Each line containing the word "above" must be copied from the material below.
- Opening Delimiter -
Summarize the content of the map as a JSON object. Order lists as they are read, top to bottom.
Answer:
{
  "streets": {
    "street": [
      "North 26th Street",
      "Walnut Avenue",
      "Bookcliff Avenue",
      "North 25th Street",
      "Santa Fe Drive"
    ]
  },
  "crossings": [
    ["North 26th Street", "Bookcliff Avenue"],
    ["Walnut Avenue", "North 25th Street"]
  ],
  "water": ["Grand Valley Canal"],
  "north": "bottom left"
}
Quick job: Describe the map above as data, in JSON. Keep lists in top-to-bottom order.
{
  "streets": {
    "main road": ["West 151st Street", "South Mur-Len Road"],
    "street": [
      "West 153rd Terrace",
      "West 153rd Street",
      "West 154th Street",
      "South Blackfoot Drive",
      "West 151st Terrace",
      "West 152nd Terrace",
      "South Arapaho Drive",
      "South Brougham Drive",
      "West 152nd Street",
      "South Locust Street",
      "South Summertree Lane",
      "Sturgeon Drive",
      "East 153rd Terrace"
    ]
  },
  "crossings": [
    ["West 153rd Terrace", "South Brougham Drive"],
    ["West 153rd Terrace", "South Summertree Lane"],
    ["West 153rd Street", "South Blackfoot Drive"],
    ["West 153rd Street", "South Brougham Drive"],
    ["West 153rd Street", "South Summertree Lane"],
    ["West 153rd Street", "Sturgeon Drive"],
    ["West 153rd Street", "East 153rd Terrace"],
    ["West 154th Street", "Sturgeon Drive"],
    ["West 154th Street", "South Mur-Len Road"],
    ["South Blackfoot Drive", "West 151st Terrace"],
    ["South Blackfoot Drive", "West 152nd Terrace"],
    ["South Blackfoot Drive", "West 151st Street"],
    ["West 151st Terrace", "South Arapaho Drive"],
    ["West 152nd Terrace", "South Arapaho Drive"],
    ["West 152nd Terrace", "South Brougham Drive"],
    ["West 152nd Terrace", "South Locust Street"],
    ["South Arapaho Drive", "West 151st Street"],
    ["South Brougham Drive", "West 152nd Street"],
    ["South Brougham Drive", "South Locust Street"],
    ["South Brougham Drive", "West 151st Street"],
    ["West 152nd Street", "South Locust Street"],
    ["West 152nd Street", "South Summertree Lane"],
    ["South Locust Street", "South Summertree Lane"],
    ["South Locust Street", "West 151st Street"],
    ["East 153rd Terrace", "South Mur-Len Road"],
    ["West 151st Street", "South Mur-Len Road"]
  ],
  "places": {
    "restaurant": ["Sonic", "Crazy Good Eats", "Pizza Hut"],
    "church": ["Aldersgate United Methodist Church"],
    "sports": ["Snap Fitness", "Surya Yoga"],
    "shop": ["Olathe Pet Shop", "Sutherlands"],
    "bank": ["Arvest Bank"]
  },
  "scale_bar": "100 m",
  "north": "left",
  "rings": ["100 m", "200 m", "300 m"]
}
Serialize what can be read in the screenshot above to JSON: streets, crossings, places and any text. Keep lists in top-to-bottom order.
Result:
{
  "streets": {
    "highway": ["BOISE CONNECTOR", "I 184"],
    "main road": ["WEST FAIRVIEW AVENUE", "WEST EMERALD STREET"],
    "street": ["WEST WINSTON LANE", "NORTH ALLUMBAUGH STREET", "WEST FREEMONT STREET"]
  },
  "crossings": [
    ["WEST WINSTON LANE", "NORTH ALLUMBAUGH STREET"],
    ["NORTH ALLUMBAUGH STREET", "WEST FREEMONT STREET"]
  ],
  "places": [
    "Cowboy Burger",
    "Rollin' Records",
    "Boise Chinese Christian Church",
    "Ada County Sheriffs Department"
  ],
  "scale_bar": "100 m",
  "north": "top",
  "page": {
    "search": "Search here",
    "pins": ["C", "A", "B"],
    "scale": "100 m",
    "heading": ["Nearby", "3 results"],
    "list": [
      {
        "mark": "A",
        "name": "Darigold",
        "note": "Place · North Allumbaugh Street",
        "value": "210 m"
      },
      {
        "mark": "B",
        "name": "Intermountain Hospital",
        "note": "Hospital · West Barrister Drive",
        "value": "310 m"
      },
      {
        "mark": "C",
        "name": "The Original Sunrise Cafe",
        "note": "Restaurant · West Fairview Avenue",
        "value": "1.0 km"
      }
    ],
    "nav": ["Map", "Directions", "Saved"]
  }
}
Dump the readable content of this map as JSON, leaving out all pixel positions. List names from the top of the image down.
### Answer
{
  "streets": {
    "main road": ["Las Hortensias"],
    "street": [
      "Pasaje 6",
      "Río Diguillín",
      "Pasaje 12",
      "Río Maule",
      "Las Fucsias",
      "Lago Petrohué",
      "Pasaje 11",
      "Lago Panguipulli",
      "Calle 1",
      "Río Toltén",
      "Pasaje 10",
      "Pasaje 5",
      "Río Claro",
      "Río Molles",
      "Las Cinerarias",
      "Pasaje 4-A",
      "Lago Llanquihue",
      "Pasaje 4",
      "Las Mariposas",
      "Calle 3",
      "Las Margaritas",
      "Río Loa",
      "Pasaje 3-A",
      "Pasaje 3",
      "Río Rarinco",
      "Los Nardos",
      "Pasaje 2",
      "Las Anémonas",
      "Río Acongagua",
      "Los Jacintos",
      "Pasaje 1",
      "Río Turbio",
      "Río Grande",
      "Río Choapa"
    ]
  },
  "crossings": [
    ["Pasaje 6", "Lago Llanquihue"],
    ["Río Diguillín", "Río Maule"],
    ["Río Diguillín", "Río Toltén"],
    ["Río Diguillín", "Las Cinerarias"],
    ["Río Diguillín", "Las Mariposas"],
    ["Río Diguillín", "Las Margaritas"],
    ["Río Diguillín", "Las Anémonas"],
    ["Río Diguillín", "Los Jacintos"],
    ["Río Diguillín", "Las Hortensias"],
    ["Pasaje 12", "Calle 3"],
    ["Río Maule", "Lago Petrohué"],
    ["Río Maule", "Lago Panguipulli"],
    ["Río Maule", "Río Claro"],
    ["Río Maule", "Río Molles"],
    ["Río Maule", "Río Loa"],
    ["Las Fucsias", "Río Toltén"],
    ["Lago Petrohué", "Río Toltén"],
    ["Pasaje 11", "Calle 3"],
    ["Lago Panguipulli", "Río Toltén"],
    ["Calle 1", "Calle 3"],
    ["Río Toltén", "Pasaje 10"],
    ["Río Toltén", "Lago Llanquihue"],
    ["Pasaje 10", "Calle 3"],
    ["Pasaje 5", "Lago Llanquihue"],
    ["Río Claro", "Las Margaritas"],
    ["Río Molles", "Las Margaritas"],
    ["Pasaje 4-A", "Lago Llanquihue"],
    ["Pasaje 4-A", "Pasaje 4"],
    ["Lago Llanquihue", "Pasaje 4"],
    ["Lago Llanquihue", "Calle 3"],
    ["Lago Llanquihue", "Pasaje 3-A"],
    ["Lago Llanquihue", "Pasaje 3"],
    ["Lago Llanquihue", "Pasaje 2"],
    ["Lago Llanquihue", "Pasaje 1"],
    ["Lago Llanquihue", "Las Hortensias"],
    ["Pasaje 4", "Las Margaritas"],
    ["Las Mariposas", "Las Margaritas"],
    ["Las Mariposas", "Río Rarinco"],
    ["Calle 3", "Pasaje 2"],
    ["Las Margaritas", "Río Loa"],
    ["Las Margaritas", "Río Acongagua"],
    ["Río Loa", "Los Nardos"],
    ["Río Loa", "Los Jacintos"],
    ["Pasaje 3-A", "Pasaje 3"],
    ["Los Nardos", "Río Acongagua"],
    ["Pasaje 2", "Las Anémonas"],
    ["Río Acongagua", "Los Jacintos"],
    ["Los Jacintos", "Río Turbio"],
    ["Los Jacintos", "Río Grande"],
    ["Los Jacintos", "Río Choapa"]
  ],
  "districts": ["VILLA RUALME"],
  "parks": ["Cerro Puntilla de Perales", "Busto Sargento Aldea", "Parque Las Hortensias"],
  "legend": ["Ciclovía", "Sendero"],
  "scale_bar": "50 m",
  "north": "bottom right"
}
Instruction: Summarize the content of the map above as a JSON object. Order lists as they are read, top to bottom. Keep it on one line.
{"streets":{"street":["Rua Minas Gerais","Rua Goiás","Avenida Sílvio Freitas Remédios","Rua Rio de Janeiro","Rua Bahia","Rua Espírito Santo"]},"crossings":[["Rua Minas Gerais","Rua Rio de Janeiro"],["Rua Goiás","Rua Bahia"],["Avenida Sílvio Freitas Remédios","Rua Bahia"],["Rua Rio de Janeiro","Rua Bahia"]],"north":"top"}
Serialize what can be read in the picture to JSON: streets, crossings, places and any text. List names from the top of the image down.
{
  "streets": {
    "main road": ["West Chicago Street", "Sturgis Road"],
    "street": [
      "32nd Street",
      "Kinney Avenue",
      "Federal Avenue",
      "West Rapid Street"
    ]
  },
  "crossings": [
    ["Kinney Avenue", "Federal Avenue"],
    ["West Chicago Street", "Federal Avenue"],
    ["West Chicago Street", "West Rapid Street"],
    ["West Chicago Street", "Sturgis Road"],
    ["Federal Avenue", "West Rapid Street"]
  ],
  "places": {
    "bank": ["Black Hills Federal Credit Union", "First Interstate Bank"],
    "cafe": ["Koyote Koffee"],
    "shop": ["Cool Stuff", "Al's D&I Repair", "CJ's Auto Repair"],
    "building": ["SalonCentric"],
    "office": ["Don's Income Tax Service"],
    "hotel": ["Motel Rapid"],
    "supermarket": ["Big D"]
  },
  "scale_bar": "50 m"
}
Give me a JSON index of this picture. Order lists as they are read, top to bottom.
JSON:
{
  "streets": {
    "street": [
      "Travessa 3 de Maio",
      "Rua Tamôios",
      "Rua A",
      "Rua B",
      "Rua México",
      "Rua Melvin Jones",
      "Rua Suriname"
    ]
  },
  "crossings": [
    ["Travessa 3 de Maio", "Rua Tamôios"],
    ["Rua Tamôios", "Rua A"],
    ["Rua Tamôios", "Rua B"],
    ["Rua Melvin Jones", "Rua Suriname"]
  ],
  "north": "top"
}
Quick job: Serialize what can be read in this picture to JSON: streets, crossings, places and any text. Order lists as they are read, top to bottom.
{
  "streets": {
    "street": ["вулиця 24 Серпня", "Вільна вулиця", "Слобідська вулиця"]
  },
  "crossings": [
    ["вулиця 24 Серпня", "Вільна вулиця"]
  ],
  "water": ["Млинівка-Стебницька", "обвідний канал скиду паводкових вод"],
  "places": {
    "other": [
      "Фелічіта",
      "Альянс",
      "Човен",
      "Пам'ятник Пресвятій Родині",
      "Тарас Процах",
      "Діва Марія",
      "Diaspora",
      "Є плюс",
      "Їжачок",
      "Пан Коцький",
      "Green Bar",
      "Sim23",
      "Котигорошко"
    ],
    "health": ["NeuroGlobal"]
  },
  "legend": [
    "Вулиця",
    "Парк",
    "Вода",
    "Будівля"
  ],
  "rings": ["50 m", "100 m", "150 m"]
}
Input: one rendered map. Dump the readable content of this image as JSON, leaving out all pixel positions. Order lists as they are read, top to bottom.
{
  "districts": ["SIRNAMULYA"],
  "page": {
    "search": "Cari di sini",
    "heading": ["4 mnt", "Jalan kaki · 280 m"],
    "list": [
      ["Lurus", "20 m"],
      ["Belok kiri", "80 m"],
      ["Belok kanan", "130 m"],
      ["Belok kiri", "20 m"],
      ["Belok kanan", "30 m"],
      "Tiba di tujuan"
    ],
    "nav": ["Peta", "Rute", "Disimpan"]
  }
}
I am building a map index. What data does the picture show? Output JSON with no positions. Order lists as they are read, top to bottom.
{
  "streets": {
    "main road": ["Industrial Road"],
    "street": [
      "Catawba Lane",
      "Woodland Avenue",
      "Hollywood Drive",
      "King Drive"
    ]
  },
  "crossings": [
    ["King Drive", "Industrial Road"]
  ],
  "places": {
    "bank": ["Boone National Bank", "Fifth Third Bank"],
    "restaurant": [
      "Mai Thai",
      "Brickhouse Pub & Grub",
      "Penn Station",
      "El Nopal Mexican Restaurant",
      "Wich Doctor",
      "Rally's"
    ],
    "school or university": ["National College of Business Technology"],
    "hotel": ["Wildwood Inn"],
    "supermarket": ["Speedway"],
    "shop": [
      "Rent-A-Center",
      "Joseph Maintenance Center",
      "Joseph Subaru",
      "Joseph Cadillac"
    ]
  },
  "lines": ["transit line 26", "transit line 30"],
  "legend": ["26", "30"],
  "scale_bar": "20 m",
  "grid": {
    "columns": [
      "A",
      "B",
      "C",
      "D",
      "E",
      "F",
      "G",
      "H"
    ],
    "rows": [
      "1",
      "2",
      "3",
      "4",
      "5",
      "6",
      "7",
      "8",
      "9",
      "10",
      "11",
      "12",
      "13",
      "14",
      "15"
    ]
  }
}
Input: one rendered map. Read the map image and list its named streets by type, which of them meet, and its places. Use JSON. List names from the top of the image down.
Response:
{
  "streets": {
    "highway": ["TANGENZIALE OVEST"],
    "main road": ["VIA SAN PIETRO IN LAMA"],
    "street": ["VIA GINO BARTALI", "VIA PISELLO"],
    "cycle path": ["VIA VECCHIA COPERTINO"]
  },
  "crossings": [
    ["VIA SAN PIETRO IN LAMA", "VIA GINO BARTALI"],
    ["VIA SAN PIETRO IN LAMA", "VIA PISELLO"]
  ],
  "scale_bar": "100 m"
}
- Closing Delimiter -
Expected answer –
Quick job: Describe the map above as data, in JSON. Keep lists in top-to-bottom order.
Serialize what can be read in the screenshot above to JSON: streets, crossings, places and any text. Keep lists in top-to-bottom order.
Instruction: Summarize the content of the map above as a JSON object. Order lists as they are read, top to bottom. Keep it on one line.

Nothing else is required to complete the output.